Team communication (Natalie Nagele)
Natalie runs Wildbit as a product-agnostic business, putting her team’s well-being as a top priority.
- Take radical focus on uninterrupted work.
- Reserve Slack only for personal updates and conversations that need not to be recovered/revisited.
- Take meetings for fast decisions.
- As a founder, take regular one-on-one’s to monitor ongoing problems.
Business operations manual (Josh Kaufman)
Josh is the super-famous author of Personal MBA and two more books.
- We need to account to situations when we unexpectedly cease operations (get sick or die), delegate, sell, etc.
- Write down all information about your business, rules, procedures, and everything else in a single document. What is your contact info and tax ID? What software do you use? How do you onboard new clients? How do you run payroll?
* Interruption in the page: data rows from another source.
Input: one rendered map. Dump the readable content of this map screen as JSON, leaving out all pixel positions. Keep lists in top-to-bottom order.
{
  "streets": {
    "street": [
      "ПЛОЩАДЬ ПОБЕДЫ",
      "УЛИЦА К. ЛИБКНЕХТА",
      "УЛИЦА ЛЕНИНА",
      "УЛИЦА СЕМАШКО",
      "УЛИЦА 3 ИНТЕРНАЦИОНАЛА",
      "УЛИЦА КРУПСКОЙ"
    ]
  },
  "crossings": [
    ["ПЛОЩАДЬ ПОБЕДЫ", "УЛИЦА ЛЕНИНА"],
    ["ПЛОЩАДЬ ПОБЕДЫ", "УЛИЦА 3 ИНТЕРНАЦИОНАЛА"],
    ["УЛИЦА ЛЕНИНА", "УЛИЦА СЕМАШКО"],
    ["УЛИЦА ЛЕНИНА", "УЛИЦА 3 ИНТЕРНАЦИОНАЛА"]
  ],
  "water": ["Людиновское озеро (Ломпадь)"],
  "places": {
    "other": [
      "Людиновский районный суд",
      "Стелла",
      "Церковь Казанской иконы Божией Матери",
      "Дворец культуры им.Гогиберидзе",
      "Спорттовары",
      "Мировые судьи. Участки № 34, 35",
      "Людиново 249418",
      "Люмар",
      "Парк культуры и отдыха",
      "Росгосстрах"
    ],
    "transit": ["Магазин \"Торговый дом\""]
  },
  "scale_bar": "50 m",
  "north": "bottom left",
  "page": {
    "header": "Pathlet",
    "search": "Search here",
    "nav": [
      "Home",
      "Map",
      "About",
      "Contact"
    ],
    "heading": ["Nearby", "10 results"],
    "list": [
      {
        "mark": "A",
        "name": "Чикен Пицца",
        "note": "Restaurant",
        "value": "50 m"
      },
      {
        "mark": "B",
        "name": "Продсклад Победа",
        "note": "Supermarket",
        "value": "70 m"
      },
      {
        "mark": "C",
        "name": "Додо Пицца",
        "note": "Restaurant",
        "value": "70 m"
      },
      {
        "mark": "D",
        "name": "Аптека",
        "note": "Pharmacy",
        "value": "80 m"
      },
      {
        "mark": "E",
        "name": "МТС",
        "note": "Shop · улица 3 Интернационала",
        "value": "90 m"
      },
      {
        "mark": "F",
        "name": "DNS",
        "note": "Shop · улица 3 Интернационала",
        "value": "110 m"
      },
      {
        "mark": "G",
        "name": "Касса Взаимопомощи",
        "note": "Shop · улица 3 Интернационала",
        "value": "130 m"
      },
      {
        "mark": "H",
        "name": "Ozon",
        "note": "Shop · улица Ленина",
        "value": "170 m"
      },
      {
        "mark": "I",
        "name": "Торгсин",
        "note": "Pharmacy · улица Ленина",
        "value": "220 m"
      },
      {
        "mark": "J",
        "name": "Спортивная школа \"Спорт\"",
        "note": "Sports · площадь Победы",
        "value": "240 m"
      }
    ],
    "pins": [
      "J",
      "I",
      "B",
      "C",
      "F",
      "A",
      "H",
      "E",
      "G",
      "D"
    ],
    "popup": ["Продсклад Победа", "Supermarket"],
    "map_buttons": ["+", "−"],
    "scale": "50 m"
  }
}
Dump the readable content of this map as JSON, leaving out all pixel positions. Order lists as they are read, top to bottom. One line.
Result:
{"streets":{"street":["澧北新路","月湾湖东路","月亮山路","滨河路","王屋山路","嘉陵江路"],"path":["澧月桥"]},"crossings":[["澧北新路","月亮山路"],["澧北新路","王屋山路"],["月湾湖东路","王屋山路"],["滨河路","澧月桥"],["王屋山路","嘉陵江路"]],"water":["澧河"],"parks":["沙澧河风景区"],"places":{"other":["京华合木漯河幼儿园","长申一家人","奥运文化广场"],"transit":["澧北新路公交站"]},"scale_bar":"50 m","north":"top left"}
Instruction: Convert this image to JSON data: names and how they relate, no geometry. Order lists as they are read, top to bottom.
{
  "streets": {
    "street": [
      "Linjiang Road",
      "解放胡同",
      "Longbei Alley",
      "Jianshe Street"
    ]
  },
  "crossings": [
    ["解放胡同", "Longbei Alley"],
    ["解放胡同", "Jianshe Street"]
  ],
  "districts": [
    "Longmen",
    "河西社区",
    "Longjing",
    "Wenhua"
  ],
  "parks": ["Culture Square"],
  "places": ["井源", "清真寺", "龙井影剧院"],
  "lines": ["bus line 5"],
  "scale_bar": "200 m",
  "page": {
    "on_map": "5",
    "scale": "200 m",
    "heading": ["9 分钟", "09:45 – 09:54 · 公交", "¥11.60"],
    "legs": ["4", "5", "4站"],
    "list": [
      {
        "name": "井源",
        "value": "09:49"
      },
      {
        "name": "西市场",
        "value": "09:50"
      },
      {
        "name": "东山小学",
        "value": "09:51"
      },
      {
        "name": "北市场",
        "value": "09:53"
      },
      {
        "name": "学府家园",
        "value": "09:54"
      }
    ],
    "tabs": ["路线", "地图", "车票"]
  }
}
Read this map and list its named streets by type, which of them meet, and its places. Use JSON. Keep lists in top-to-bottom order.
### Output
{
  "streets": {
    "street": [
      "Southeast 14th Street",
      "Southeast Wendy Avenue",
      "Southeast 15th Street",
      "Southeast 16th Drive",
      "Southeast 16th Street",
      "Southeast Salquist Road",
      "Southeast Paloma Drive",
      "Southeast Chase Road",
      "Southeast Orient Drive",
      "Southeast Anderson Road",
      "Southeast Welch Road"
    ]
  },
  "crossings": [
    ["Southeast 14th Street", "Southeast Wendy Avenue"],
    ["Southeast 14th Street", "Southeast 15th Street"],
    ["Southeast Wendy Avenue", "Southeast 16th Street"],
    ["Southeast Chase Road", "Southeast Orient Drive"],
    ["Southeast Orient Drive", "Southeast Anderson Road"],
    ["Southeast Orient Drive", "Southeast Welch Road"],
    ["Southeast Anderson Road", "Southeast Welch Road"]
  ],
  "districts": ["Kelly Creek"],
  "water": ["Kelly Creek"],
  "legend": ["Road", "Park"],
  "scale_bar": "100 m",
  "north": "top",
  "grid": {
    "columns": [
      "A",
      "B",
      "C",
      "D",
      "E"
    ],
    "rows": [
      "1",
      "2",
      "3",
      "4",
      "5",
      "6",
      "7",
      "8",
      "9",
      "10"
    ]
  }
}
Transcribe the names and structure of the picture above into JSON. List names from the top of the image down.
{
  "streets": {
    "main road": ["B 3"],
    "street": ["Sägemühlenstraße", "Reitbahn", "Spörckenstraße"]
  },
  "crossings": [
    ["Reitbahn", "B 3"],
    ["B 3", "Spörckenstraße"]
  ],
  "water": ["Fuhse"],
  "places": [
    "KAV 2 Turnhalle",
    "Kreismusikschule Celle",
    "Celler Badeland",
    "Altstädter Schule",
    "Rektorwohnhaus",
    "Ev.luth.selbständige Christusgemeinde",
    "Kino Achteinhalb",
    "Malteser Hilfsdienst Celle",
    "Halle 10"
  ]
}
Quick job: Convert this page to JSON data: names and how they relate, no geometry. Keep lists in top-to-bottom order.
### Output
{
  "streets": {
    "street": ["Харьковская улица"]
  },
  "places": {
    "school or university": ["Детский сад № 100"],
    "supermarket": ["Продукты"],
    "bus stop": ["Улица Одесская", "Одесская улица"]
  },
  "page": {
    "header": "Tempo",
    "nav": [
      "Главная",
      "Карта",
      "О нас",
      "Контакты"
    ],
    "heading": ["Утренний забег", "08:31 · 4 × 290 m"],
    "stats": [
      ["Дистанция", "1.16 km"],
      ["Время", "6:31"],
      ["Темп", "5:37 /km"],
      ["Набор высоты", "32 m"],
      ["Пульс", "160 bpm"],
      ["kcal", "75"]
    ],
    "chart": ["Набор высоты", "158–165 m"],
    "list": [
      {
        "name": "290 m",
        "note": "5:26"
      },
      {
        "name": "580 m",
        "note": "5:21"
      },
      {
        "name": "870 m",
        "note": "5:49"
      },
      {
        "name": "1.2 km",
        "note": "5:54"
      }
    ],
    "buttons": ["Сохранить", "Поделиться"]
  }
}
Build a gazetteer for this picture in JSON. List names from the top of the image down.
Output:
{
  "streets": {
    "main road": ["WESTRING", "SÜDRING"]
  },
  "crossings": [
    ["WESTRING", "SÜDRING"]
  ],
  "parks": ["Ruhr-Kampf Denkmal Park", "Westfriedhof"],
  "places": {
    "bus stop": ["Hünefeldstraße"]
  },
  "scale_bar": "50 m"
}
How do you hire new people?
- Make sure it’s safe, and share it with your emergency contact.
- As you write everything down, you’ll line everything up as a system, and also notice obvious flaws or inconsistencies.
Bringing up your own sales rep (Ian Landsman)
Ian runs HelpSpot, well-establshed help-desk software.
- Bringing up your own sales rep (from support) is much better than hiring someone from the street.
- It helps people leverage their skills and advance in their career.
- Support-driven sales reps have excellent tech prep and understanding of the business.
Managing a portfolio of web apps (JD Graffam)
JD runs two agencies (a design agency and a development agency) who work on a large number of acquired web applications. Very inspiring model!
- Acquisition can be a growth strategy as you sum up recurring revenue of several SaaS businesses.
- Don’t focus on growth.
- Treat each SaaS as a separate business entity.
- SaaS acquisition can be a routine, predictable activity.
Retaining customers (Richard Felix)
Richard runs Stunning and Retained, both focused on preventing user churn in SaaS companies.
- Track three important factors of customer success: valuable actions, valuable features, value received.
- If customer doesn’t perform enough valuable actions, use enough valuable features, or receive more value than they pay, they’re very likely to churn.
- You can try and retain them by sending personalized email campaigns.
Successful business practices (Patrick McKenzie)
If you don’t know Patrick, go and read all his stuff immediately. Now he works on Starfigher, a recruiting/game platform for developers. Patrick gave an amazing talk, but it was so inspiring that I nodded in admiration and forgot to take notes.
- Split the form from the content (use Markdown and streamline your content production).
- Make an archive page for your email campaigns — now!
- Leverage your strong skills.
- Do things that you enjoy. Do things that are valuable to you. Life’s too short.
Optimizing navigation in web apps (Jane Portman)
So yes, I was the last speaker on the lineup. Here are the points I hammered — inspired by my book, The UI Audit.
- Navigation can cause massive increase in support volume (if done wrong). Do it right, and you get all the benefits.
- Approach navigation with product strategy in mind (audience, goals, tasks, objects).
- Focus navigation around objects, not actions. Your key task is to train the user where their key things live, and then they’ll be able to do everything from there.
- Promote what you want by placing it into the first level of navigation.
- Don’t rely on icons.
- Don’t rely on your dashboard.
Afterword
One could think that after attending conferences for a while (and actively consulting for SaaS companies) you kind of already know “everything” — if one ever dares to say so. But every time you go to another conference, your own circumstances and opinions change so much! A fresh spin on a good old topic might become a true revelation.
And of course, BaconBiz organizers did their best to curate most actionable, concise talks for us. Thanks Amy, Alex, Thomas, and the team.
Plus, face-to-face communication with your friends is invaluable. No explanation needed. If you ever think that it’s too expensive… Then think of someone like myself why flies in all the way from Russia, and book your next conference now!